Closer scrutiny and oversight of drug marketing practices and pricing is long overdue. I work in healthcare and as more and more time passes I am increasingly convinced the worst event in healthcare was permmission for drug manufacturers to market prescription drugs to the general public on TV, radio, and print.
5-11-2007 @ 8:19PM
David said...
I currently work in a pharmaceutical sales position and our marketing practices are no worse than any other industry. We provide a product that must be sold. What is wrong with this? Should all sales in every industry be banned? Why is the pharmaceutical industry different? As a pharmaceutical representative, our hands are tied in many cases and we are allowed to far less than sales people in just about any other type of sales.
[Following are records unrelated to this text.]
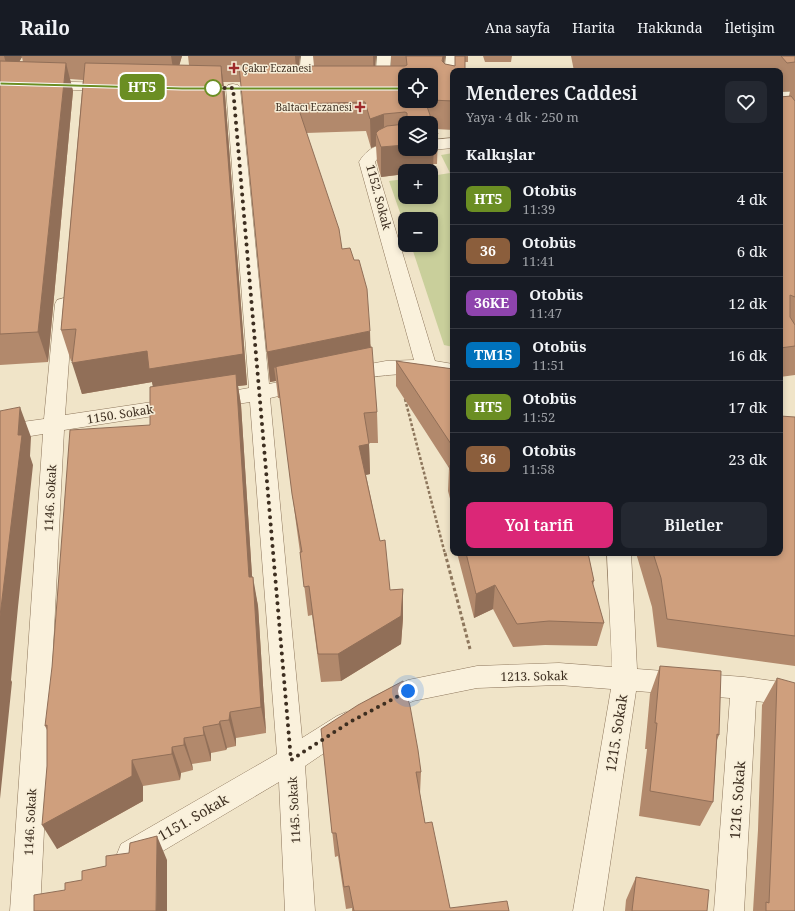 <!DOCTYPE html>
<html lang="tr">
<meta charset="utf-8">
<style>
body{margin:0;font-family:"Noto Serif",serif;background:#242831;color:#f1f3f6;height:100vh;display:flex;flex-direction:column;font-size:15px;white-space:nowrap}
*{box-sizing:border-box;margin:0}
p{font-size:13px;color:#9ea1a6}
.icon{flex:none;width:22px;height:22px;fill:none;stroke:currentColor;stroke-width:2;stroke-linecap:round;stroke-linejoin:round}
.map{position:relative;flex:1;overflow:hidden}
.sheet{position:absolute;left:450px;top:12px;width:333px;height:488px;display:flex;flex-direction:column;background:#171b24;border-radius:8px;box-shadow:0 2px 6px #0003}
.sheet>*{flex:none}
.badge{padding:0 8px;border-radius:6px;font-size:14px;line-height:26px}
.buttons{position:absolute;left:398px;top:12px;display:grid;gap:8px}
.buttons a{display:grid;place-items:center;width:40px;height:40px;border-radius:8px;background:#171b24;box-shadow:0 2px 6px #0003;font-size:20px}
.you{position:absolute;width:20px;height:20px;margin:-10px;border:3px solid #fff;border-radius:50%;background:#1a73e8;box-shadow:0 0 0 6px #1a73e833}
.map>.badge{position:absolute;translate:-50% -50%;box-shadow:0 0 0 2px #fff}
h2{padding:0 16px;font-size:15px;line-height:36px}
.round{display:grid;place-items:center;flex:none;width:42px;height:42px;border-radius:8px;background:#242831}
.headline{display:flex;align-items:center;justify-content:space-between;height:68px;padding:0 16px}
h1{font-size:19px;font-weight:600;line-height:30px}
.primary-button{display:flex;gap:8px;margin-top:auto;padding:8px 16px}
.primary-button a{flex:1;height:46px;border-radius:8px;background:#db2777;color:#fff;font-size:16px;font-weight:600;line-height:46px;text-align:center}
.primary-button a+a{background:#242831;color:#f1f3f6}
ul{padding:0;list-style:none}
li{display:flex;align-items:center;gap:12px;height:52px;padding:0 16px;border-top:1px solid #363941}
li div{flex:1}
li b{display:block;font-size:15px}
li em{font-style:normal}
li .badge{min-width:44px;font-weight:700;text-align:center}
header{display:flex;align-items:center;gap:24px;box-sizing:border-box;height:56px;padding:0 20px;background:#171b24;border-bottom:1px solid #363941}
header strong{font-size:19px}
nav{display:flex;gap:22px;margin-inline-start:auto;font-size:14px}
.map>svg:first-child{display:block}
.green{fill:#c9cf9b}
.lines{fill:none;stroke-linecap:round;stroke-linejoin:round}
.minor-casing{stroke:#8d765c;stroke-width:1}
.path-far1{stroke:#8d765c;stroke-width:2.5;stroke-dasharray:3 2;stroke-linecap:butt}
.path{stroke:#8d765c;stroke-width:3;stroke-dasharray:3.5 2.5;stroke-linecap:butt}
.minor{fill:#faf1dc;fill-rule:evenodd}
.wall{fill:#b2896c;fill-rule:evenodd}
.shaded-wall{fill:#916f58}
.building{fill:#cf9f7d;stroke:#916f58}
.line{fill:#6b8e23;stroke:#fff}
.walk{stroke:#3d2e20;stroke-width:4;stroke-dasharray:0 7.2}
.poi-dot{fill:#9e2a2b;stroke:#f7eed8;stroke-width:1.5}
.stop-dot{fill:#fff;stroke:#6b8e23;stroke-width:2}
.labels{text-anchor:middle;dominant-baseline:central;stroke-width:3;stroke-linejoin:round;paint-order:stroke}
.far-poi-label{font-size:10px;fill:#3d2e20;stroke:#f7eed8;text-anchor:start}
.street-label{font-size:12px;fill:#3d2e20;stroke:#f7eed8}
.near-street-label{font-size:14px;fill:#3d2e20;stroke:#f7eed8}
</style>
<header>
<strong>Railo</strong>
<nav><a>Ana sayfa</a><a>Harita</a><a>Hakkında</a><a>İletişim</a></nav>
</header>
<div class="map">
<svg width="795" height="855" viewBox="0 0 795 855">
<rect width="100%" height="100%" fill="#f0e4c8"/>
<path class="green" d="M453 97V291L444 289 411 189H431V163H405V171L389 125 405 123V141H431V120L450 117 441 99Z"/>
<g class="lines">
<g class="minor-casing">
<path id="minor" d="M301 0H315L312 32 310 35 305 36 300 35 298 32Z
M377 0H391L389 32 387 35 382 36 377 35 375 32Z
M446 0H460L459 15H453V37L445 36 443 33Z
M0 24 113 27 118 28 120 31 118 34 113 35 0 32Z
M233 28 238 29 240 32 269 328 307 320 314 322 317 327 314 332 270 342 302 682 337 660 346 656 355 660 359 668 355 676 305 710 315 855H285L279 726 141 808 131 812 121 808 117 798 121 788 277 698 250 346 211 352 204 350 201 345 204 340 249 332 226 32 228 29Z
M780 36H795V44H780Z
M453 82V92L431 94 428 93H431V84Z
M405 86V93H412L411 94C399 97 382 94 375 106L435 305 453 308V322C414 315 383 318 344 326L337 324 334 319 337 314 386 305 414 304 359 106C370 87 385 88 405 86Z
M64 242 71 244 73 248 65 359 179 342 186 344 189 349 186 354 179 356 64 374 40 855H10L43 378 0 385V369L44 363 55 248 57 244Z
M607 497H631L637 613 744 621 795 628V650L756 645 744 855H714L730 642 636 635 603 855H573L611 633 559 629 477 632 413 645 380 662 371 658 367 650 371 642 408 624 477 610 559 607 612 611Z"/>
</g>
<path class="path-far1" d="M405 343 445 498"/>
<path class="path" d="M445 497 470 593"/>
<use href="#minor" class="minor"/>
</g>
<path class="wall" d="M0 0H182L179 9H189L188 0H300L299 10H314L313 0H376L375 10H391V0H445L444 7 445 8 455 10V0H468V6H465L453 15V74L436 73 438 78 437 108H433V114L405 115V118L381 121 377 106 376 90 371 92 366 75 306 77 342 193 371 291 377 356 378 387H369L370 418 366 419 390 534 403 533V562L401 588 341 625 321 626 312 559 308 560 300 496 296 467 280 342H278L276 325 270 326 267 296 241 26H223L225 38 247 329 238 330 241 349 252 521 258 550 266 677 236 682V690L227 692 226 694 211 697V705L192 708 193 714 181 717 180 724 143 730V745L57 793 47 710V674L45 670 150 369 153 331 152 326 82 338 73 305H71L61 274 83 24 70 23 73 35 48 306 0 309ZM22 1 23 6H19ZM431 19V45H405ZM405 67H431L405 93Z
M483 0H512L511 6H485Z
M571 0H795V319L780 321V41L789 40 790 35 780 36V15H574Z
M396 305 453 313V454L448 435 449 412 396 330Z
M795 361V610L657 591 652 551 636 497H780Z
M453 455V480L452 475Z
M457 497H588L594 525 593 529 604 567 597 590 545 589 513 591 493 553 474 562Z
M660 610 719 679 717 684 713 746 700 770 639 760 647 693H645L650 638Z
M777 622 795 855H753L758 774 762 649Z
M321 673 421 716 420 738 425 767 450 852 509 855H352V852L346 853 338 800 335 801Z
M636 821 707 855H625L626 844Z"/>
<path class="shaded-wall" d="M4 0H21L22 1 10 22Z
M171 0H182L175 25Z
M295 0H300L297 26Z
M373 0H376L374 26Z
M443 0H445L442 33Z
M66 7 73 35 48 306 38 276Z
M221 10 225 38 247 329 238 330 241 349 254 550 156 344 152 326 82 338 72 307Z
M384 58V87L376 77V90L371 92 370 63Z
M431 85H434L433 114 428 115H405V118L381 121V91L405 89V93H431Z
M370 275 371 305 274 311 276 325 270 326 267 296Z
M20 351 31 381 30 400 33 409 18 551 11 624 12 626 0 743V560Z
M369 388 370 418 360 420 359 390Z
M253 521 258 550 266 677 261 651Z
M495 529 493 553 474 562 476 538Z
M403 533V562L401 588 341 625 338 598Z
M230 656 236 682V690L229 664Z
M220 665 227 692 226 694 219 668Z
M203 671 211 697V705L204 679Z
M184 682 192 708 193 714 184 689Z
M172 691 181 717 180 724 172 698Z
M132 704 143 730V745L57 793 42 769Z
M157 780 167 804V855H156Z"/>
<path class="building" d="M406 0H443L442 5 445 8 455 10V0H465V15H453V45L431 44V19H405V45H425L430 59V62L428 63 427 65 433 66 438 78 432 79 434 85H431V67H409L414 64 412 62H407V57L405 56 384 58 370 63 365 46 297 48 339 173 342 193 350 192 354 204H359L367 233 370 275 267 296 239 10H405L407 9Z
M781 0H795V6L787 7Z
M0 5 66 7 38 276 0 278Z
M85 7 221 10 243 298 149 313 147 295 72 307 76 273 61 274Z
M791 40 795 45V241L790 239V261L795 269V290L780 292V41Z
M405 68V89L381 91 376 77 379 74 387 70Z
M372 291 377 356 364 357 369 388 359 390 380 485 385 484 390 534 403 533 401 560 338 598H318L309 530 304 531 300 496H302L292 438 276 311H274Z
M396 305 453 313V391Z
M236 318 249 521H253L261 651 230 656 229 664 220 665 219 668 203 671 204 679 184 682V689L172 691V698L132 704V720L42 769 47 710V669L45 670 52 611 70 374 150 369V331Z
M20 351 18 379H22L0 560V355Z
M780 360 795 361V580L667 563 661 522 653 497H780Z
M453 409V424L449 410Z
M466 497H588L594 525H592L604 567 549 565 517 568 495 529 476 538Z
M660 610 721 615 719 679 717 678 713 746 650 735 657 667H655Z
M777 622 795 627V855H766V846L769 847 773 750Z
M403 625 410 650 418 694 421 716H416L425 767 432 766 450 852 507 845 509 855H354L349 830 344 831 336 777H332L321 673 358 649Z
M157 780 156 855H34V839L65 834V827L82 824V815L106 810V800L129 797 130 787Z
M636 821 709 834 707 855H632Z"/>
<path class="line" d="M0 26 182 31H405L408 33 405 34H182L0 29Z"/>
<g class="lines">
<path class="walk" d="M213 32H208H233L291 704 350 666 408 635"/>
</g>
<g class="poi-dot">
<path d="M232 6h4v4h4v4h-4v4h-4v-4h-4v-4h4z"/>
<path d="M358 45h4v4h4v4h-4v4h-4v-4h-4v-4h4z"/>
</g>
<circle class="stop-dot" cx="213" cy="32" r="8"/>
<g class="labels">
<g class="far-poi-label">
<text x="242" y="12">Çakır Eczanesi</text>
<text x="352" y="51" text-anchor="end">Baltacı Eczanesi</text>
</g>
<g class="street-label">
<text transform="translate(379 141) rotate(75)">1152. Sokak</text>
<text transform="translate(120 358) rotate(-9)">1150. Sokak</text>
<text transform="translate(50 442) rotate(-87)">1146. Sokak</text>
<text transform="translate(534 620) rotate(-1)">1213. Sokak</text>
<text transform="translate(294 754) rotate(-93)">1145. Sokak</text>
<text transform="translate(30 766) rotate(-87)">1146. Sokak</text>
</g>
<g class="near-street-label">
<text transform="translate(616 677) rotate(-81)">1215. Sokak</text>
<text transform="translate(737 744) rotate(-86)">1216. Sokak</text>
<text transform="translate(193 761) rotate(-30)">1151. Sokak</text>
</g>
</g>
</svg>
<div class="buttons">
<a><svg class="icon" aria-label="locate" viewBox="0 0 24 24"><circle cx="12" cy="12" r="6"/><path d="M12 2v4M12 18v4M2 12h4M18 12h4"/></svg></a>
<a><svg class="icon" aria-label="layers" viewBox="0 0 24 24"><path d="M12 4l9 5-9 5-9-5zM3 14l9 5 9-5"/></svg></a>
<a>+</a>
<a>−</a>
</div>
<div class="you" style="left:408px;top:635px"></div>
<b class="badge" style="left:142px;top:31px;background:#6b8e23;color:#fff">HT5</b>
<section class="sheet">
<div class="headline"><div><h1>Menderes Caddesi</h1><p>Yaya · 4 dk · 250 m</p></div><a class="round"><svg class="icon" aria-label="heart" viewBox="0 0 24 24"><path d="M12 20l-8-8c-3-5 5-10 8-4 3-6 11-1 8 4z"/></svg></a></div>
<h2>Kalkışlar</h2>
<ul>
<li><span class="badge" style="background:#6b8e23;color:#fff">HT5</span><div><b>Otobüs</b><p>11:39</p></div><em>4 dk</em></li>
<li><span class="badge" style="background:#8b5e3c;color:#fff">36</span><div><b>Otobüs</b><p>11:41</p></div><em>6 dk</em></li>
<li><span class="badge" style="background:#8e44ad;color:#fff">36KE</span><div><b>Otobüs</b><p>11:47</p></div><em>12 dk</em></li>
<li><span class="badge" style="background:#0072bc;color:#fff">TM15</span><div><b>Otobüs</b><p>11:51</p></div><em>16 dk</em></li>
<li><span class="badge" style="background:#6b8e23;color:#fff">HT5</span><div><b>Otobüs</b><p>11:52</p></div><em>17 dk</em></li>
<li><span class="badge" style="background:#8b5e3c;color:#fff">36</span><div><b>Otobüs</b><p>11:58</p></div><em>23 dk</em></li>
</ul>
<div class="primary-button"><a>Yol tarifi</a><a>Biletler</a></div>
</section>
</div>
The industry still has a bad reputation from when drug reps were allowed to spend a lot of money on entertaining physicians. Drug reps have not been allowed to do this sort of entertaining now for almost 5 years, yet the pharmaceutical industry still has this reputation. We have been unfairly targeted, and the public is grossly misinformed about what drug reps are actually allowed to do. The pharmaceutical industry is no different than any other business and sales reps are in most cases just honest people trying to earn a living for their families. The public would like to see all of these hard-working professionals lose their jobs because they think they shouldn't have to pay for pills that provide good health. As nice as this seems, it costs a lot of money to develop new medications and unfortunately the public must pay for this product as much as they would like to "steal" the pharmaceutical industries products and services.